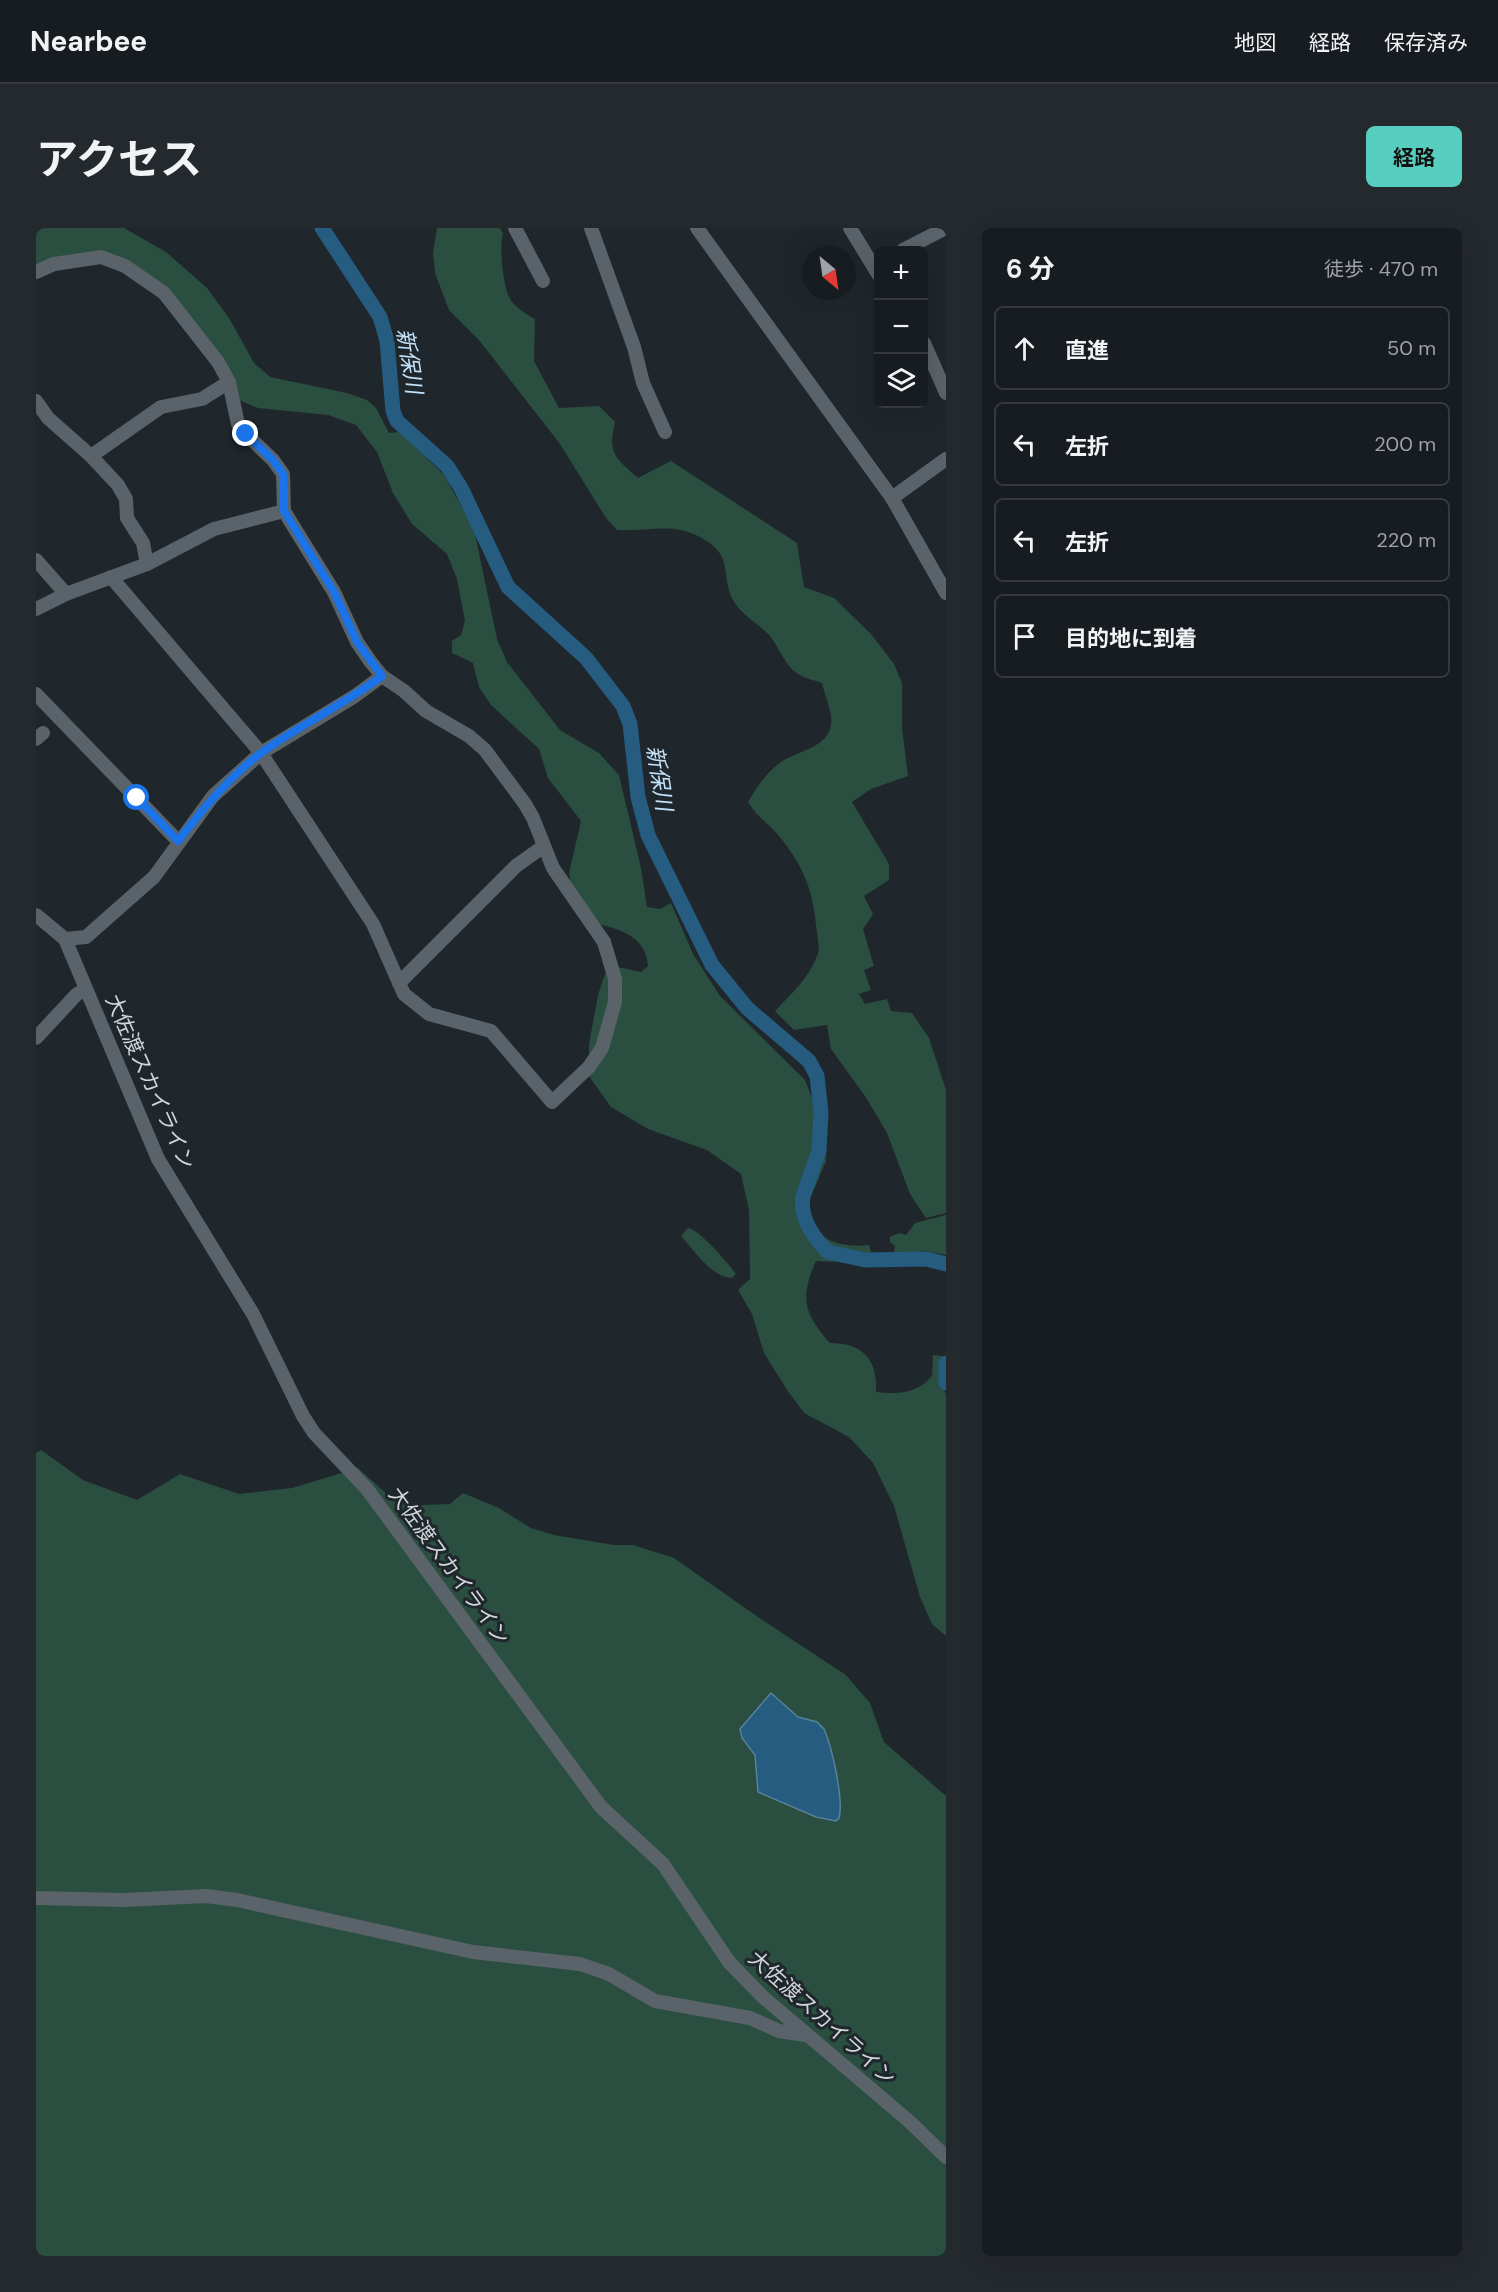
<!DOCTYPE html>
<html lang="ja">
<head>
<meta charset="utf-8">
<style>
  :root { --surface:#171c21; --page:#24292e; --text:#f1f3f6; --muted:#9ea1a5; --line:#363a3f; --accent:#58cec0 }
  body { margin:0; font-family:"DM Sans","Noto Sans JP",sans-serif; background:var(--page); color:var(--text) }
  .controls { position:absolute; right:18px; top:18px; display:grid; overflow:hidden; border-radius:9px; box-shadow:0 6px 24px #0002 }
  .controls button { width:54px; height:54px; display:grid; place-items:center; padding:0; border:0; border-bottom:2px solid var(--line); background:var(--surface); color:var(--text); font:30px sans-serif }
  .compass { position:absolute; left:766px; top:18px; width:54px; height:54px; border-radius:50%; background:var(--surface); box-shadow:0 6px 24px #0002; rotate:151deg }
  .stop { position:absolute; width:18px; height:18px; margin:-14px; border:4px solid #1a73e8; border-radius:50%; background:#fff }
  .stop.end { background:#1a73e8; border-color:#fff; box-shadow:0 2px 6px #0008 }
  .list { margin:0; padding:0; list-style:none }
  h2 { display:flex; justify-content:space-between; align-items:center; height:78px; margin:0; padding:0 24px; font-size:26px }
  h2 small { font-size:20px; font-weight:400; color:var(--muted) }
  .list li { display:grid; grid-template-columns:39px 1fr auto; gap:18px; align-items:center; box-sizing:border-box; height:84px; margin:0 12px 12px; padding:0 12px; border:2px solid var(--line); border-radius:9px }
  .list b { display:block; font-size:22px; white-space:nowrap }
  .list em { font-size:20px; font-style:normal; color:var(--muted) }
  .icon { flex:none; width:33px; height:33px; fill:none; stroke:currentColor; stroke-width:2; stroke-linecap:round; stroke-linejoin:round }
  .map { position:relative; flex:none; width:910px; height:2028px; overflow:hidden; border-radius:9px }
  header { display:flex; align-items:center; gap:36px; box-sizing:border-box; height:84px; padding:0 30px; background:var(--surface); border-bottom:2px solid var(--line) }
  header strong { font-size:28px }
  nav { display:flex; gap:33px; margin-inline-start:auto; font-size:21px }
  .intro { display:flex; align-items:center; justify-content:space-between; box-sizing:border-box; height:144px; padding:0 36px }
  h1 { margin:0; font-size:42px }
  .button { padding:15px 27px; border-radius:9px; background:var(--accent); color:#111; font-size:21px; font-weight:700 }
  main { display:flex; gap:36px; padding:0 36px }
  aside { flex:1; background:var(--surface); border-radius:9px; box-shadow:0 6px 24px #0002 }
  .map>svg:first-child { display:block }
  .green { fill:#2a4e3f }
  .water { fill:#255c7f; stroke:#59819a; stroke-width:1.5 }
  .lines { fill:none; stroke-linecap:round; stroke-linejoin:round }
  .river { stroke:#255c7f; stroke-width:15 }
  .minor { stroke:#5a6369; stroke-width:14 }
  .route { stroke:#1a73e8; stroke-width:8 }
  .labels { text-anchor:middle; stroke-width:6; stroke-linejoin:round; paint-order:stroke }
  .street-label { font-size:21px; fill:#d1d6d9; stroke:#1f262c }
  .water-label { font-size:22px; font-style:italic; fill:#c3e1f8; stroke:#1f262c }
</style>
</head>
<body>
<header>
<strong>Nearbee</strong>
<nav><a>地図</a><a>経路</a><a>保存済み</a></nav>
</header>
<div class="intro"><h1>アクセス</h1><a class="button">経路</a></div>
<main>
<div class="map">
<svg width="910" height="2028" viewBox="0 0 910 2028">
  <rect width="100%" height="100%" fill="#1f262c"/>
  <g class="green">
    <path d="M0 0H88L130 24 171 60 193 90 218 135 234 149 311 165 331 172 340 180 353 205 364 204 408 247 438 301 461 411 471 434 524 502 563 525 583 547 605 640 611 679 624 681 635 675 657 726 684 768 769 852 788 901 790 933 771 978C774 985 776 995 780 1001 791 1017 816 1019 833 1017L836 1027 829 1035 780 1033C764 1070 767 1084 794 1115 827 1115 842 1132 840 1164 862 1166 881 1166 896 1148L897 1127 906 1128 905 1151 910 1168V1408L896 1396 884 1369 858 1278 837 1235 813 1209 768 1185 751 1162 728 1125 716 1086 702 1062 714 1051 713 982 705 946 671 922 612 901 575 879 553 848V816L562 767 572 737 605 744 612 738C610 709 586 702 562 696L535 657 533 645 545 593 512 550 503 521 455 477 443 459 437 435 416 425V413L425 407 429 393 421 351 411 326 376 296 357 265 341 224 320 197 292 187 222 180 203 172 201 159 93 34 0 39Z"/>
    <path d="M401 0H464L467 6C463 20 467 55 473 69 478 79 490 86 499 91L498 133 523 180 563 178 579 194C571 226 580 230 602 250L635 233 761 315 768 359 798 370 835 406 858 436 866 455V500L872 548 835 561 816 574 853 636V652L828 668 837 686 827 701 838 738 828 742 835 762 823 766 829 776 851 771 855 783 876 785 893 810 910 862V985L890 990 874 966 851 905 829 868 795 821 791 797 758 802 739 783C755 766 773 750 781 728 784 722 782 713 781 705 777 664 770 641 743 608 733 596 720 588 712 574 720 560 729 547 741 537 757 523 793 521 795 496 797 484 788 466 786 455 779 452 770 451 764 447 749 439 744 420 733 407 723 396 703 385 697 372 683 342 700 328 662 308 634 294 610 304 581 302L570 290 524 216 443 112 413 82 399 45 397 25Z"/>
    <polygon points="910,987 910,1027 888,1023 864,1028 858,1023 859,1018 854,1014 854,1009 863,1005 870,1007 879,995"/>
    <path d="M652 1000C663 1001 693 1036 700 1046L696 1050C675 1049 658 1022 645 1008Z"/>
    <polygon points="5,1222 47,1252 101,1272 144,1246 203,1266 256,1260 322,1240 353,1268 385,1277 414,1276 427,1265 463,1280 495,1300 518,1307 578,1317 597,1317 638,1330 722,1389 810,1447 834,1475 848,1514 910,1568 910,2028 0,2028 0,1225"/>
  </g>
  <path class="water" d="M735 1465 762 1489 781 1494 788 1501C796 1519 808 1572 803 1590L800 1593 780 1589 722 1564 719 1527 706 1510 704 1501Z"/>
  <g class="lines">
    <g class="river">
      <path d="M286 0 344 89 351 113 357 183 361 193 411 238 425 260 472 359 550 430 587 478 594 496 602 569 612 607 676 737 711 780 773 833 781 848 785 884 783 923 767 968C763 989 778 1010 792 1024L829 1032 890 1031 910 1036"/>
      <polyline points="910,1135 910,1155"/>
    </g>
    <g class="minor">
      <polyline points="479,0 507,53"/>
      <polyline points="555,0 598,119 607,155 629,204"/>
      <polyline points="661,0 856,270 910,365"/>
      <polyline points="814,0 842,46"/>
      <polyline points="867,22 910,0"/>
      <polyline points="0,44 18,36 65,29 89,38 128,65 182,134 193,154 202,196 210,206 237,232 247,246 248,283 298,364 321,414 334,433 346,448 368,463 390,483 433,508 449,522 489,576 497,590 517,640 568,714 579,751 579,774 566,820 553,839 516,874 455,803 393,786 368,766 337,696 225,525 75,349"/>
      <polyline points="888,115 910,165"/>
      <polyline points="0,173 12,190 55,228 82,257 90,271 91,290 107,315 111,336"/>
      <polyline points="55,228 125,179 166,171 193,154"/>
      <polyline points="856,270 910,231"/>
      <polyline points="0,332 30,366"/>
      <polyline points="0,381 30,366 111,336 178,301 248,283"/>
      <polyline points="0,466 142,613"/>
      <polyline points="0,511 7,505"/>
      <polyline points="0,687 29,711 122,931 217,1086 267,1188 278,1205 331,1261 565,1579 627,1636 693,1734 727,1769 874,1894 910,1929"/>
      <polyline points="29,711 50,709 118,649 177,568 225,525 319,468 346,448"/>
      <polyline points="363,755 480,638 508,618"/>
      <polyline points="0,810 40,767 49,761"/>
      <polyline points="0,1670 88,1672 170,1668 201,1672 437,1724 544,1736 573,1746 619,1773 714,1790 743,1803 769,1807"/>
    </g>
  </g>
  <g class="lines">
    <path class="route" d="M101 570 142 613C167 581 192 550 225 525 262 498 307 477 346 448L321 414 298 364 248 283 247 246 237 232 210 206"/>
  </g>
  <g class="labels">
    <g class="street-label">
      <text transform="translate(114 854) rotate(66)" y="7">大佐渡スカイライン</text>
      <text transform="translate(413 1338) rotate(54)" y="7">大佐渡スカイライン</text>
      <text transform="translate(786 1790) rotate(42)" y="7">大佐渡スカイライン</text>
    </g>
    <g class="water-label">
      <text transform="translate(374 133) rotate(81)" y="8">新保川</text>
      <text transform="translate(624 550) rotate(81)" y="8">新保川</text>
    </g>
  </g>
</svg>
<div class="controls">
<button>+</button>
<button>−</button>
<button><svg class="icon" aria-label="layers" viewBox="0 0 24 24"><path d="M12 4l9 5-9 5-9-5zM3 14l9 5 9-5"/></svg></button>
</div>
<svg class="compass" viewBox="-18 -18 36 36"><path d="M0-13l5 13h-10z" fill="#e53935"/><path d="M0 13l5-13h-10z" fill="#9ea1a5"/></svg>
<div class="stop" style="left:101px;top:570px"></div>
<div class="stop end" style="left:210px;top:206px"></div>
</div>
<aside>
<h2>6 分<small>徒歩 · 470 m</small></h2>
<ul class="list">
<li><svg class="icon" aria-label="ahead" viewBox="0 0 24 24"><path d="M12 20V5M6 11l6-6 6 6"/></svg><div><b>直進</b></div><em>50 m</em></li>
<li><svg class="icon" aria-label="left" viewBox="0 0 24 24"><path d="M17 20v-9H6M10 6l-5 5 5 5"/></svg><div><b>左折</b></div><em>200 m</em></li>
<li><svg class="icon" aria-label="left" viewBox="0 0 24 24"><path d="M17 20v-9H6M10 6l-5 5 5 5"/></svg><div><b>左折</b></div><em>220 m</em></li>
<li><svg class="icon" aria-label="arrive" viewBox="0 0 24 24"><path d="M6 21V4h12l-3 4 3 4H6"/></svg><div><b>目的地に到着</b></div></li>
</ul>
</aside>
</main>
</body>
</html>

------------------------------------------------------------------------

** Exercise brief **
Among the lines of the data above, count those holding "body" and state only the number.

** Reply **
3